A drone is an unusual choice, as far as Christmas gifts go. But last year, it was exactly what Dave Anderson wanted waiting for him under the tree.
Captain Dave Anderson is a naturalist and conservationist who runs whale-and dolphin-watching tours in Dana Point, California. Last year, his wife got him a drone for Christmas, and he has been using it to capture footage he wouldn't have been able to get otherwise. He said in the past, if he wanted aerial footage, he either had to charter a helicopter — which, besides being prohibitively expensive, were noisy enough to disturb the animals if you got too close — or call the local news and ask them to take their helicopter out and then "beg them for the footage."
Now, he regularly takes his drone camera out over the water, and uploads the results to his YouTube channel.
"Drones are changing how we view wildlife. It's changed how I view it. I'm seeing things I've never seen before," Anderson told Fusion.
"I've been whale-watching for 20 years," Anderson continued. "In my first year, I saw a lot. But over the last 19 years, I haven't seen as many new behaviors as I've seen in just the last year with this drone. It's amazing."
Like any new technology, flying a drone comes with some risks — especially when you're using them over open water. Anderson has lost two drones to Davy Jones' locker in the past year.
(In one instance, a software update programmed the drone to automatically return to its charging base when it reached 30 percent of its battery life. Unfortunately, the drone reached this threshold while Anderson was using it out on his boat. The base was back on land. The manufacturer apologized and sold him a replacement at half price.)
So: Tracking and saving endangered animals. Transporting organs for transplant. Farming. Mapping. Cinematography. Photography. Delivering pizza. The future is here, and it's a remote-controlled flying robot.
Drones are generally thought of in the United States as tools of war, but enthusiasts are encouraging people to consider the many potential applications of unmanned aerial technology. Recently, they got together to talk about all the ways drones can improve the world.

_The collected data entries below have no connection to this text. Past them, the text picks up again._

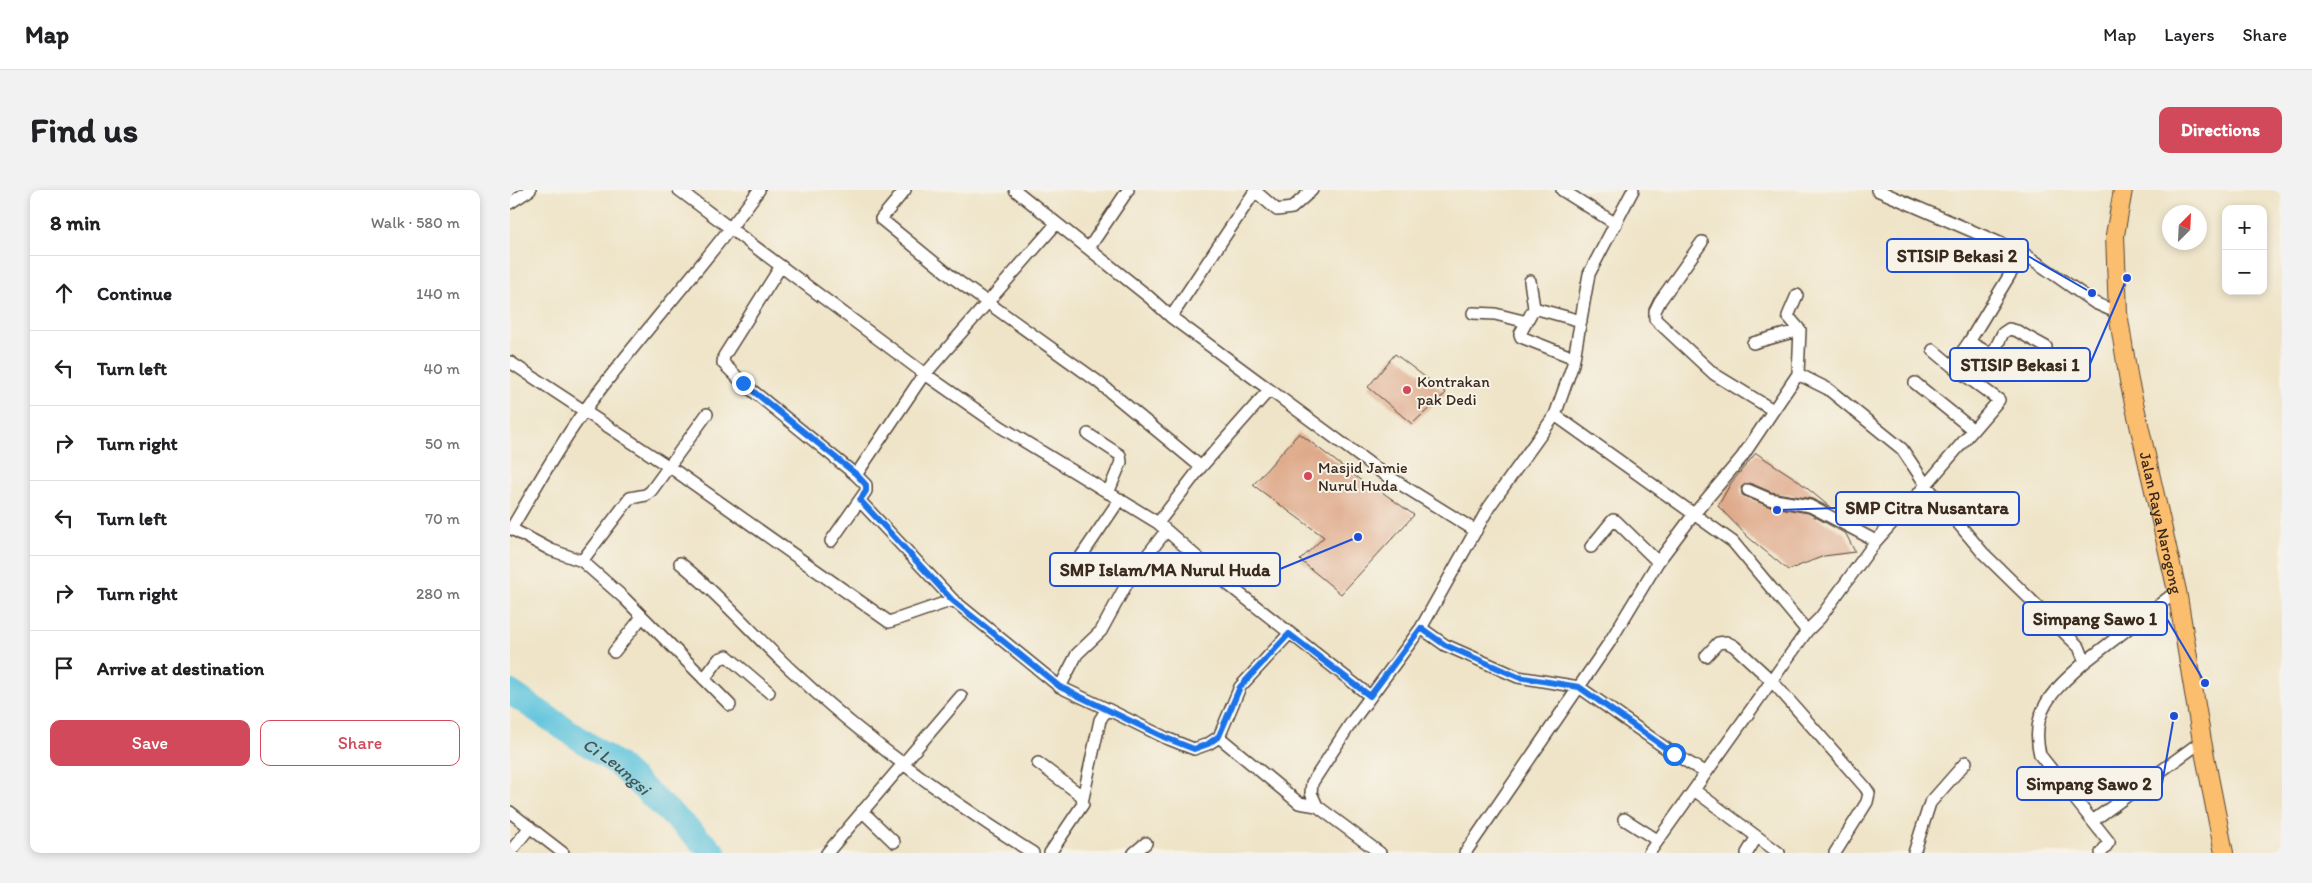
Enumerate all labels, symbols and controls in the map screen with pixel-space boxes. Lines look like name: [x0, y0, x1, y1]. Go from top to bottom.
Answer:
text: Map: [25, 20, 69, 49]
text: Map: [2103, 24, 2136, 46]
text: Layers: [2164, 24, 2214, 46]
text: Share: [2242, 24, 2287, 46]
button: Directions: [2159, 107, 2282, 153]
text: Find us: [30, 109, 138, 151]
north arrow: [2162, 205, 2207, 250]
map controls: [2222, 205, 2267, 295]
button: +: [2222, 205, 2267, 250]
text: 8 min: [50, 210, 100, 235]
text: Walk · 580 m: [371, 213, 460, 232]
callout: STISIP Bekasi 2: [1887, 239, 2028, 272]
text: STISIP Bekasi 2: [1897, 245, 2018, 267]
button: −: [2222, 250, 2267, 295]
icon: ahead: [50, 279, 78, 307]
text: Continue: [97, 282, 172, 305]
text: 140 m: [416, 284, 460, 303]
callout: STISIP Bekasi 1: [1950, 348, 2090, 381]
icon: left: [50, 354, 78, 382]
text: STISIP Bekasi 1: [1960, 354, 2080, 376]
text: Turn left: [97, 357, 167, 380]
text: 40 m: [423, 359, 460, 378]
route end: [732, 372, 755, 395]
place label: Kontrakan pak Dedi: [1417, 372, 1490, 409]
marker: Kontrakan pak Dedi: [1401, 384, 1413, 396]
icon: right: [50, 429, 78, 457]
text: Turn right: [97, 432, 178, 455]
text: 50 m: [425, 434, 460, 453]
street label: Jalan Raya Narogong: [2135, 450, 2186, 596]
place label: Masjid Jamie Nurul Huda: [1318, 458, 1408, 495]
marker: Masjid Jamie Nurul Huda: [1302, 470, 1314, 482]
callout: SMP Citra Nusantara: [1836, 492, 2019, 525]
text: SMP Citra Nusantara: [1845, 497, 2010, 519]
icon: left: [50, 504, 78, 532]
text: Turn left: [97, 507, 167, 530]
text: 70 m: [425, 509, 460, 528]
callout: SMP Islam/MA Nurul Huda: [1050, 553, 1280, 586]
text: SMP Islam/MA Nurul Huda: [1060, 559, 1271, 581]
icon: right: [50, 579, 78, 607]
text: Turn right: [97, 582, 178, 605]
text: 280 m: [416, 584, 460, 603]
callout: Simpang Sawo 1: [2023, 602, 2167, 635]
text: Simpang Sawo 1: [2033, 608, 2158, 630]
icon: arrive: [50, 654, 78, 682]
text: Arrive at destination: [97, 657, 264, 680]
button: Save: [50, 720, 250, 766]
button: Share: [260, 720, 460, 766]
water label: Ci Leungsi: [579, 733, 656, 801]
route start: [1663, 743, 1686, 766]
callout: Simpang Sawo 2: [2017, 767, 2162, 800]
text: Simpang Sawo 2: [2026, 773, 2152, 795]

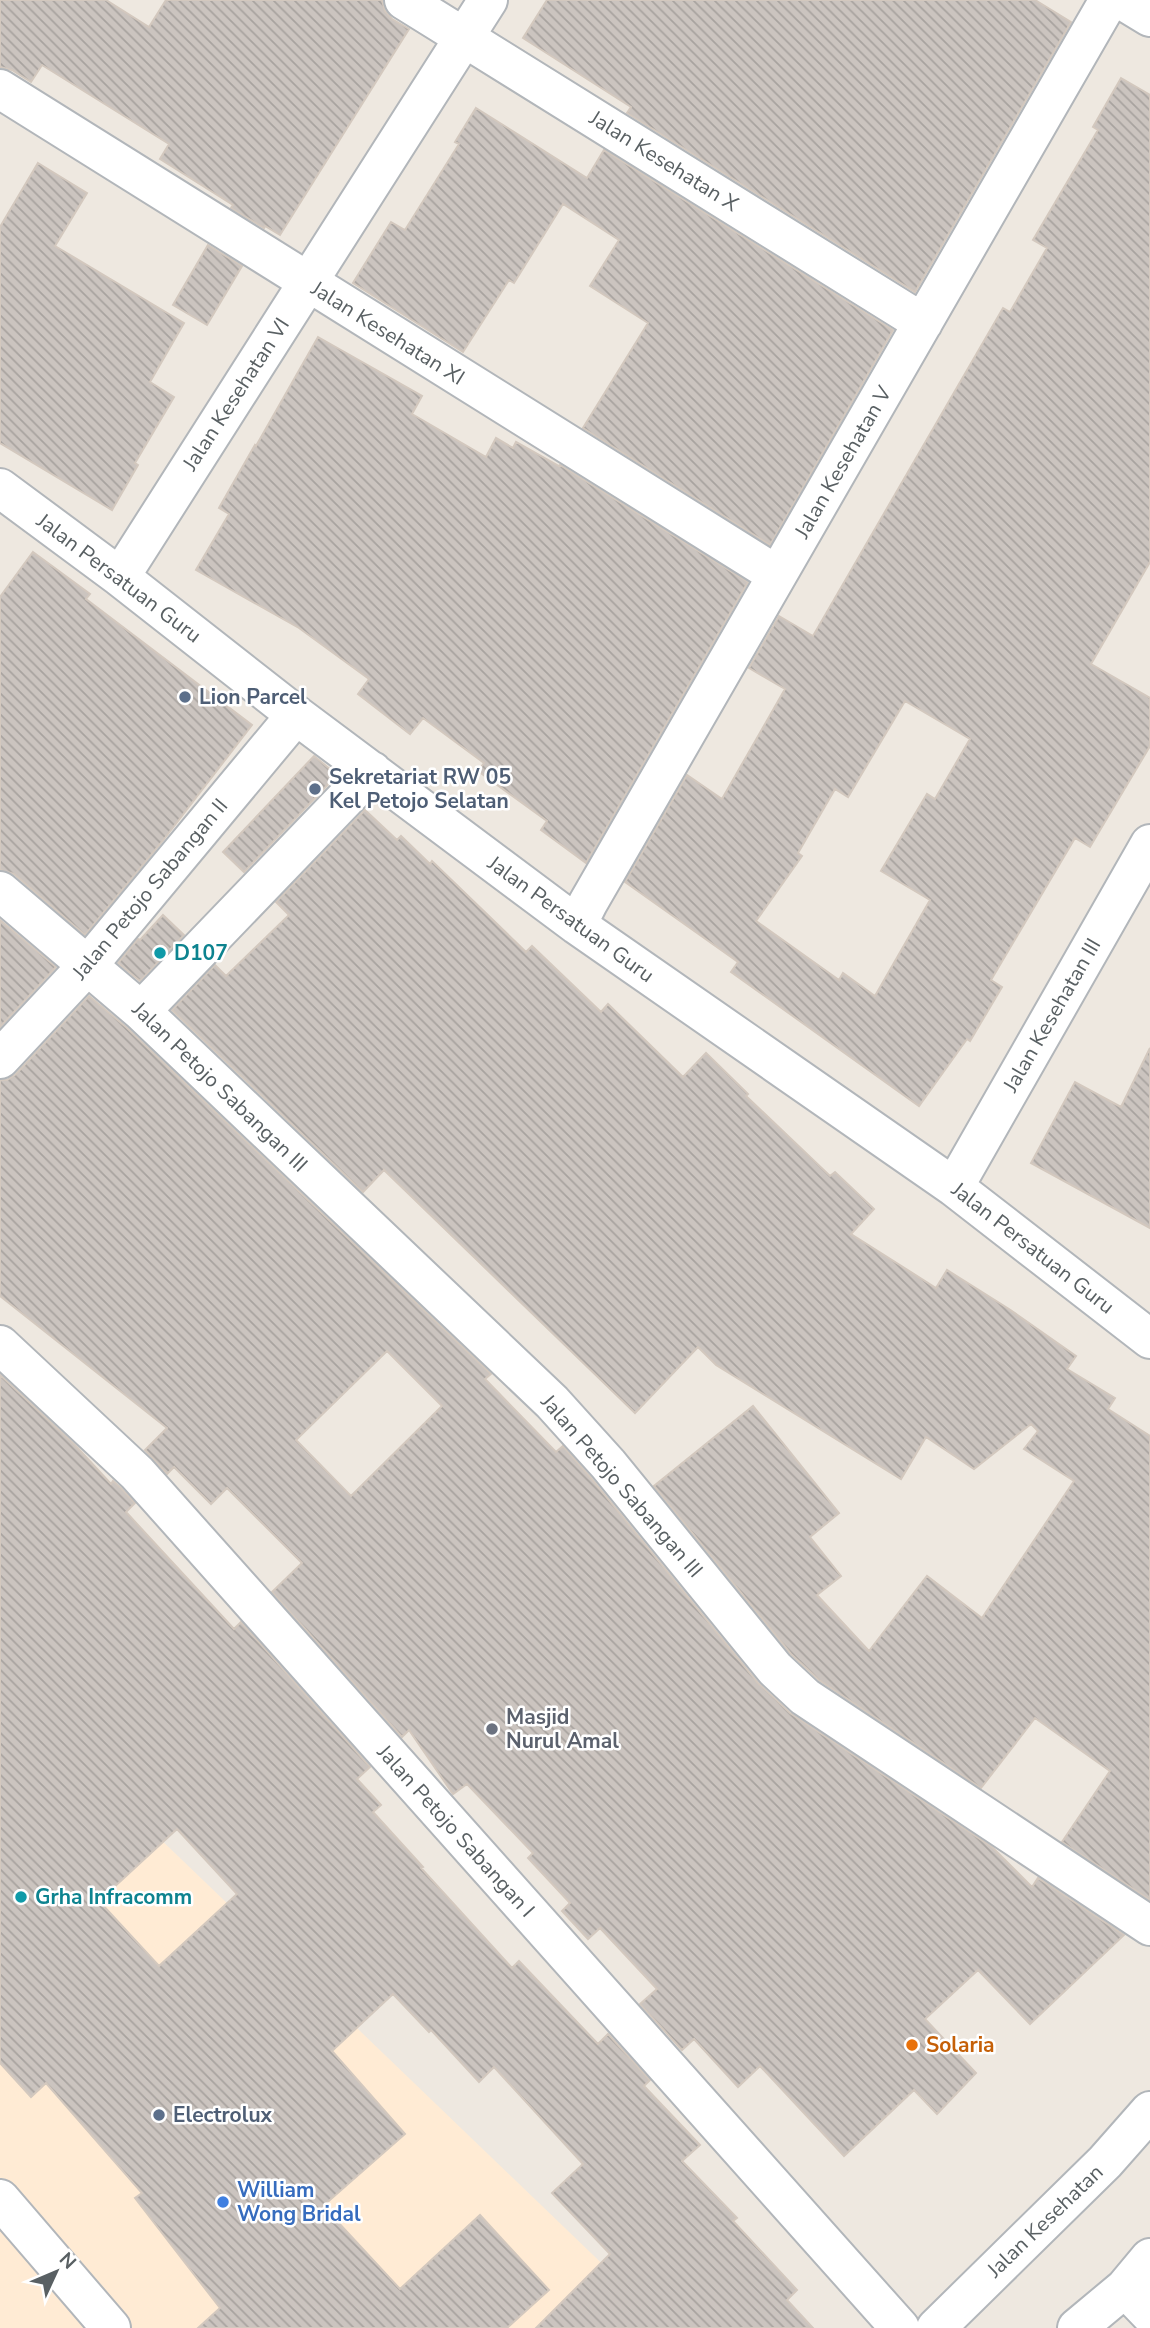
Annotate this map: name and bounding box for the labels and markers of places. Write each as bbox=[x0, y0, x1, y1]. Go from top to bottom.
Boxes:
place label: Lion Parcel bbox=[199, 683, 307, 711]
marker: Lion Parcel bbox=[177, 689, 193, 705]
place label: Sekretariat RW 05 Kel Petojo Selatan bbox=[329, 763, 511, 815]
marker: Sekretariat RW 05 Kel Petojo Selatan bbox=[307, 781, 323, 797]
place label: D107 bbox=[174, 939, 228, 967]
marker: D107 bbox=[152, 945, 168, 961]
place label: Masjid Nurul Amal bbox=[506, 1703, 619, 1755]
marker: Masjid Nurul Amal bbox=[484, 1721, 500, 1737]
place label: Grha Infracomm bbox=[35, 1883, 192, 1911]
marker: Grha Infracomm bbox=[13, 1889, 29, 1905]
place label: Solaria bbox=[926, 2031, 995, 2059]
marker: Solaria bbox=[904, 2037, 920, 2053]
place label: Electrolux bbox=[173, 2101, 273, 2129]
marker: Electrolux bbox=[151, 2107, 167, 2123]
place label: William Wong Bridal bbox=[237, 2176, 361, 2228]
marker: William Wong Bridal bbox=[215, 2194, 231, 2210]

In December, several hundred photographers, conservationists, engineers, and other aficionados gathered at the Los Angeles Memorial Sports Arena for the LA Drone Expo. Three dozen exhibitors showed off drones and drone-related accessories, including carrying cases, 3-D printers, cameras designed specifically for drone use, publications dedicated to the technology, and graduate programs in aerial engineering. A lineup of speakers and panelists, including Captain Anderson, presented their own drone footage and discussed how they used unmanned aerial vehicle technology in their business or passion. It was the first-ever commercial drone exposition.
The event was organized by the Unmanned Autonomous Vehicle Systems Association (UAVSA), which is part of the Tesla Foundation Group.
In other countries, drone technology is already being integrated into fields like healthcare, agriculture, entertainment, and search-and-rescue. Countries like India and England are looking into using drones to transport organ transplants, track endangered or dangerous animals, and deliver Amazon purchases. Cirque du Soleil taught them to dance. In the United States, we've been a little slower on the uptake. Jon Alvarez, the marketing director for the UAVSA, spoke with Fusion at the expo about why that is.
"The U.S. is the last market where we've had so much fear and miseducation about the product and drones to not implement that technology," Alvarez said. But he understands: The first time he ever heard of a drone was in a CNN report about the war in Iraq.
"A lot of the applications (of drones) surprise people, because they think it's only used for defense," Alvarez said. "It's not. It's a tool that people can use to make the future better and make the world better."
Right now, the UAVSA is working on building a community of both professional and casual drone users, as well as developing legislation to make sure drone usage doesn't run afoul of FAA regulations. They're also designing an app that would allow users to reserve airspace for commercial drone use.
Drones were available for purchase from several booths, starting at around $450. One booth showed off a drone that could be programmed to carry a disco ball around over your car as you drive. Another showed off an object avoidance program they were developing to keep drones from hitting things like trees, buildings, and other drones. (They did not immediately take us up on our suggestion to market it as a "drone Roomba.")
The expo also inadvertently showed off the limitations of the technology. In the back of the convention space, there was an indoor area where you could try your hand at piloting a drone. An overeager participant flew it directly into the net, where it got stuck. Someone had to climb up on a ladder and use a big piece of cardboard to knock it back down to the ground, at which point the rotor broke, rendering flight impossible and the crowd (including this reporter) very disappointed.
Fusion asked Alvarez about one of the most pressing uses of drone technologies: How long until a drone will deliver us pizza?
"Within the next 5 years," Alvarez predicted. "Within the next 10 years, drones will be a common sight."